Figure 1. The design of the study. Four photos for each target on the walking tour were presented in the order in which they were captured. The order of targets and conditions within the experimental session was randomised. Participants had to respond to every photo they saw with no time limit, with 500 milliseconds inter-trial interval.

Figure 1. The design of the study. Four photos for each target on the walking tour were presented in the order in which they were captured. The order of targets and conditions within the experimental session was randomised. Participants had to respond to every photo they saw with no time limit, with 500 milliseconds inter-trial interval.

EEG acquisition and pre-processing

EEG was recorded using a 64-channel, BrainVision BrainAmp series amplifier (Brain Products, Herrsching, Germany) with a 1000 Hz sampling rate. The data were recorded with respect to FCz electrode reference and later re-referenced to TP9 and TP10 electrodes. Ocular activity was recorded with an electrode placed underneath the left eye. Pre-processing steps were conducted using BrainVision Analyzer (Brain Products, Herrsching, Germany). We first applied a low cut-off filter of 0.5 Hz and an automatic ocular correction using the ocular independent component analysis. The data were then segmented from 200 ms prior to 800 ms after stimulus presentation. After a high cut-off filter of 20 Hz, automatic artefact rejection was applied excluding segments with a slope of 200 µV/ms and min–max difference of 200 µV in 200 ms interval. Baseline correction was applied to the 200 ms interval preceding the stimulus. After pre-processing, the mean amplitude for the given time window for every trial was exported from BrainVision Analyzer for statistical analysis to MatLab (Mathworks Inc, Natick, MA) and grand averages were computed in BrainVision Analyzer for visual inspection of ERPs.

Behavioural analysis

We were interested in participants’ hit rate, recollection rate, correct rejection, sensitivity (d’), and response bias and specifically how these measures change over the sequence. Therefore, each of these measures was computed 4 times, corresponding to each serial position in the sequence. The hit rate was measured as the proportion of hit responses (both hit-familiar and hit-recollected) to all responses to the tour photos (hits and misses), the recollection rate as the proportion of correctly recollected responses (hit-recollect) to all hit responses (hit-recollect and hit-familiar), and correct rejection as the proportion of don’t remember responses to the controls photos to all control photos.
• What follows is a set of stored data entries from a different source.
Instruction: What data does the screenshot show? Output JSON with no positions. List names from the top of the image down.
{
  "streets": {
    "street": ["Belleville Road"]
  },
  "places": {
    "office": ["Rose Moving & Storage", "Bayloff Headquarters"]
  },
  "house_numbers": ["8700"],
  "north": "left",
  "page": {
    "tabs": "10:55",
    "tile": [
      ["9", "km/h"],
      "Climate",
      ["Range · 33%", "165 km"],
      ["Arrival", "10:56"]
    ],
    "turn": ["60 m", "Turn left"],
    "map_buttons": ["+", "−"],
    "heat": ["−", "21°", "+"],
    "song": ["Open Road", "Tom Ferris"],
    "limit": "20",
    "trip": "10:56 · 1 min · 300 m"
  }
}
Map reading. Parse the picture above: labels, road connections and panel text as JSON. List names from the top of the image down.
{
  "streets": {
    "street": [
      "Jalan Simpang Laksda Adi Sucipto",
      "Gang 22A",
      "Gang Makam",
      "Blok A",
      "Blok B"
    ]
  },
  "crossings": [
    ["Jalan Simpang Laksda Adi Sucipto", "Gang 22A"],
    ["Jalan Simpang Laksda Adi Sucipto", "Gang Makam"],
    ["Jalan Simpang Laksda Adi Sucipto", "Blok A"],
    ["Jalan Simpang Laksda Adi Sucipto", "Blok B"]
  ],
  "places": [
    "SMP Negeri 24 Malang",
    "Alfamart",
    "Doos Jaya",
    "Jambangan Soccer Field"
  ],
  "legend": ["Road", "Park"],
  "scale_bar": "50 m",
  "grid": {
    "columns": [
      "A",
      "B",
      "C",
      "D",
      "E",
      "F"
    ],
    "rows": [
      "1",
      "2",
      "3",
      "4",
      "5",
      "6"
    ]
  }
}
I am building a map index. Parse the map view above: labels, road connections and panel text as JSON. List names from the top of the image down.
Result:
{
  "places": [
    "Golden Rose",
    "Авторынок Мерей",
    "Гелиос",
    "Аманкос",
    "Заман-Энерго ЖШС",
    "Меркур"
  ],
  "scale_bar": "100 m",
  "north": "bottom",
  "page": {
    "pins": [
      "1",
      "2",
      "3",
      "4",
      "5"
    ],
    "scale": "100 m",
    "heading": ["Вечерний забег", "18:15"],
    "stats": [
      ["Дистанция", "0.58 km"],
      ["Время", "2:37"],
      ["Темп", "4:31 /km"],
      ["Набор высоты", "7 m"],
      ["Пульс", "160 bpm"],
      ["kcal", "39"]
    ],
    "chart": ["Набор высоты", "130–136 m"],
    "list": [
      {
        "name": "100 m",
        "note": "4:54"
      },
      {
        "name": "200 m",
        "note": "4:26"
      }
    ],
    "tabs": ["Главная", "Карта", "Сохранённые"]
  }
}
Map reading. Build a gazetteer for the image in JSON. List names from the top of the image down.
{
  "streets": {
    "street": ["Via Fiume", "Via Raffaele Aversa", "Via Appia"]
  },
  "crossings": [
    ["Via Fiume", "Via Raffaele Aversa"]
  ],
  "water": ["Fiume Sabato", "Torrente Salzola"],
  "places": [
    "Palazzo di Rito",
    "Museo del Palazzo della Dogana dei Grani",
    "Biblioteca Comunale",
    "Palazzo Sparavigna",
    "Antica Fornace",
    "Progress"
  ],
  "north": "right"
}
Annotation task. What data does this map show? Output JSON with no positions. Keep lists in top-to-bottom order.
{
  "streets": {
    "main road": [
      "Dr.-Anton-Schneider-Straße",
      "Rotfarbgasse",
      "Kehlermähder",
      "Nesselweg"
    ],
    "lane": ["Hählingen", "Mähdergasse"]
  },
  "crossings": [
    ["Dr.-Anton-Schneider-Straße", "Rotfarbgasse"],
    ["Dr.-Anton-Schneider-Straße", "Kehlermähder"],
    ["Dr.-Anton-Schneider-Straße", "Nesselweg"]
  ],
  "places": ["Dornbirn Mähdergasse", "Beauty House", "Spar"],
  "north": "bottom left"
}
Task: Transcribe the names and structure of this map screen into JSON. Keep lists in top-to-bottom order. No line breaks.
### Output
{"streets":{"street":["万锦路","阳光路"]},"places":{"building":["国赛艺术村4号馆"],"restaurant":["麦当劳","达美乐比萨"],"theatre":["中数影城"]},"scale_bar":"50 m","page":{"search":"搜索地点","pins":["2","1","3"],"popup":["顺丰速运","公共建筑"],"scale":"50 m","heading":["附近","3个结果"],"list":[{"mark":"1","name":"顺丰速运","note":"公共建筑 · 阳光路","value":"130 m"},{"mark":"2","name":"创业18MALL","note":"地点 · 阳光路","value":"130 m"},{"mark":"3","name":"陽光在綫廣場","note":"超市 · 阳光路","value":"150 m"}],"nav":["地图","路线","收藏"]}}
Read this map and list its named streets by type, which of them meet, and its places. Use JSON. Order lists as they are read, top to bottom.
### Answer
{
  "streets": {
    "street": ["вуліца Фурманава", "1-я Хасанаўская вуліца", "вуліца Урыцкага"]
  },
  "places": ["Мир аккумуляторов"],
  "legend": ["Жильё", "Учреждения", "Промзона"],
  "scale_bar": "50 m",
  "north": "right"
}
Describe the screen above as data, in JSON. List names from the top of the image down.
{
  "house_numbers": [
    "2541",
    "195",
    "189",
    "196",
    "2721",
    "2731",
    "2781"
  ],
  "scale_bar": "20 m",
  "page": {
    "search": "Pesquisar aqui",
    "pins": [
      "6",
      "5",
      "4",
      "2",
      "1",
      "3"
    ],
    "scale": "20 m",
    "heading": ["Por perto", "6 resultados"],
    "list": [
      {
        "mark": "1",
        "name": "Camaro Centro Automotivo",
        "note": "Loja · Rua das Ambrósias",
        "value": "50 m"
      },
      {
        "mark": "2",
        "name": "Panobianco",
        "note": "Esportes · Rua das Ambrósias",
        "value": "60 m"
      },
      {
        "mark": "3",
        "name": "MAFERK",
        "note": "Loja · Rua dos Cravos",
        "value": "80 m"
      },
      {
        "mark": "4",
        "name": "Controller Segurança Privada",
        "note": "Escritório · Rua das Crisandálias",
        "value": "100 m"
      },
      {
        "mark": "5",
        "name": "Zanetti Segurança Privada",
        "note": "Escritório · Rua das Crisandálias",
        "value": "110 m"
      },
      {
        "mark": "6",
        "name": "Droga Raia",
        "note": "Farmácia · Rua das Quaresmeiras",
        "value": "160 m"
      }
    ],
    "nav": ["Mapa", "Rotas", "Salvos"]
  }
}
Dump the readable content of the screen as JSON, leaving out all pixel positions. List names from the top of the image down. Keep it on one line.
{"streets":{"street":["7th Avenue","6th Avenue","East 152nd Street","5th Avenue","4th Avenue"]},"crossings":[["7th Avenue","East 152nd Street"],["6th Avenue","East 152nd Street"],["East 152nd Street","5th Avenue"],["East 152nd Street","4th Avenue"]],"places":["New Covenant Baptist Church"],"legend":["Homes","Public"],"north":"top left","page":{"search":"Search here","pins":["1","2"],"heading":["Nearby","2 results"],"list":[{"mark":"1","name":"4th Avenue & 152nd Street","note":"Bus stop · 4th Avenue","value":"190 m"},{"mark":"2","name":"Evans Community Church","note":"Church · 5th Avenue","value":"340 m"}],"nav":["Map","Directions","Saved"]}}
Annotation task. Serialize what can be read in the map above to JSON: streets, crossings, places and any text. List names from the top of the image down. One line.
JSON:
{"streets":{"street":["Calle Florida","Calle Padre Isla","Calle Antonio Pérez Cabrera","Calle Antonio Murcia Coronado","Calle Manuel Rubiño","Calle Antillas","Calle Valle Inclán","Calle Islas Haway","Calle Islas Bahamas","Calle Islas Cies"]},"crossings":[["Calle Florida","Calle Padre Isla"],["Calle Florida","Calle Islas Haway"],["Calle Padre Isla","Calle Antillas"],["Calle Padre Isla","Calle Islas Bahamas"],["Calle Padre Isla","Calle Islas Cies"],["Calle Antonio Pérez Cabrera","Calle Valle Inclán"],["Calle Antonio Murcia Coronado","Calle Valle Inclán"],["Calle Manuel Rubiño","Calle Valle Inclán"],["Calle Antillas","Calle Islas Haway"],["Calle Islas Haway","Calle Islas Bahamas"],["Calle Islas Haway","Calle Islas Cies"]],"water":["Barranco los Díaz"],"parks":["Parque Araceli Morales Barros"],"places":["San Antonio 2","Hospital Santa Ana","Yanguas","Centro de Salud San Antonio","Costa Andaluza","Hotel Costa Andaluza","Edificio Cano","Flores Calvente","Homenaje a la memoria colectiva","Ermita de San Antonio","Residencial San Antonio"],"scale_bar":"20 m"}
The sensitivity (d’) and the response bias (c) were computed from participants’ hit and false alarm rates (Stanislaw & Todorov, Citation1999). False alarm rate was taken as 1 min correct rejection. The sensitivity measure provides information about participants’ ability to discriminate between old and new photos; response bias provides information about participants’ inclination to say “remember” or “don’t remember”. The hit and false alarm rates used for this analysis were log-transformed to avoid undefined sensitivity values for extreme cases; hit rate of one, and false alarm rate of zero (Hautus, Citation1995).

To examine how these changed with the sequence, we used a one-way repeated ANOVA in which only the linear effect of the sequence was included. In order to explore where these effects lay within the sequence, we used three post hoc t-tests and adjusted their p values with Bonferroni correction.

To examine changes in participants’ reaction times (RT) across conditions, responses, and the sequences we used a 3 (response: familiar, recollect, & don’t remember) by 2 (condition: tour & control) by 4 (sequence: first, second, third, & fourth photo) repeated measures ANOVA. Here also only a linear effect of sequence was included in the model. To explore where the effect of sequence lied, we used three post hoc t-tests and adjusted their p values with Bonferroni correction. Similarly, we used three post doc tests to explore differences across the three responses. ERP analysis

We used a collapsed localiser approach (See Luck & Gaspelin, Citation2017) to choose a time window. First, we averaged across all conditions and then used this collapsed waveform to define the time windows to be used to compare the different conditions. This method allows us to obtain an unbiased time-window. Based on this we examined a time window between 135 and 450 milliseconds post-stimulus, and explored five regions of interest: (ROI) frontal (F1, F2, Fz), central (C1, C2, Cz), parietal (P1, P2, Pz), parieto-occipital (PO3, PO4, POz), and occipital (O1, O2, Oz) electrodes. Given that five ROIs were being examined, we used False Discovery Rate (FDR) correction for the p values obtained from these comparisons (Benjamini & Hochberg, Citation1995).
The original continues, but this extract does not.